The GMR Infrastructure board on Wednesday approved a proposal to issue up to 180 million warrants, entitling up to 18 million shares, under preferential allotment to promoters.
The price will be Rs 30 to Rs 34 a share, the same as in the qualified institutional placement (QIP) GMR launched on Wednesday after market hours. GMR said it hoped to raise Rs 1,200 crore through the QIP route, mainly to strengthen its net worth (debt is Rs 40,000 crore). It will channel a part of the proceeds to a 1,370-Megawatt (Mw) coal power plant it is setting up in Chhattisgarh.
"We have opened the QIP issue for GMR Infrastructure with a minimum size of $200 million and we are getting a good response," a GMR spokesperson said. The company added based on the Securities and Exchange Board of India formula, it had fixed a floor price of Rs 33.14 a share for the QIP and would consider offering a discount of not more than five per cent on the floor price.
Depending on the response, GMR might expand the size of issue.
Based on Wednesday's market capitalisation of Rs 13,175 crore, institutional investors may get a little less than 10 per cent stake, while the promoters may increase their stake by five per cent, against their current holding of about 70 per cent.
To rein in its debt, the company, which straddles infrastructure development across power stations, airports and highways, has been active in the market in the last financial year. In 2013-14, it had released equity of Rs 5,000 crore by shedding various assets.
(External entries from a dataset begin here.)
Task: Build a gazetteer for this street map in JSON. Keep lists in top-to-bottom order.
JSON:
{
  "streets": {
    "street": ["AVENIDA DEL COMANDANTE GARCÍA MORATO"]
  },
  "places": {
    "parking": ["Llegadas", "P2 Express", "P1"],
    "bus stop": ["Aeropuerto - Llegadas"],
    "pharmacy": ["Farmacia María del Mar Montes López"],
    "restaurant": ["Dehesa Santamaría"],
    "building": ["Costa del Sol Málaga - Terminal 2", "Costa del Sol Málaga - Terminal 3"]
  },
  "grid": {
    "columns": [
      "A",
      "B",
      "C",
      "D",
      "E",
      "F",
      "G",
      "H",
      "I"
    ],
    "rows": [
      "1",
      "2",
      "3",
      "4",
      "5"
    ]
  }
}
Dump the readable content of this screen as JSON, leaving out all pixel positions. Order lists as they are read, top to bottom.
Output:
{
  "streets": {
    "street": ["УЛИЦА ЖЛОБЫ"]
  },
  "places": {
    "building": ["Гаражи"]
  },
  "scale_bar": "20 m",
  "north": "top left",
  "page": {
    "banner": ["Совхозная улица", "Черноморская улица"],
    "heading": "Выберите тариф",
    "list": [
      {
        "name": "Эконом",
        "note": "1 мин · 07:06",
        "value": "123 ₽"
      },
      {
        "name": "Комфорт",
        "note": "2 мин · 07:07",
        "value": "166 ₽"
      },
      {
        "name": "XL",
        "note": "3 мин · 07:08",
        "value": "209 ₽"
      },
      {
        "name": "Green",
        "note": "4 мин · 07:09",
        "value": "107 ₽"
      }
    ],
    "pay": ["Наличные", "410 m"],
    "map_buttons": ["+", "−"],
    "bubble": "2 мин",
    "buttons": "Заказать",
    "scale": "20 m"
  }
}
According to information available, the company is planning a public offer of its power and airports businesses, mainly to give an exit to its private equity investors. Senior management officials of GMR indicated Rs 2,500 crore could be raised through these issues. Even as the company is considering these options, it is exploring monetising its two coal power plants by roping in investors or offloading majority stakes. "We have all the options open before us and depending on the offer we will take a call on how to derive value in our assets," said a management official.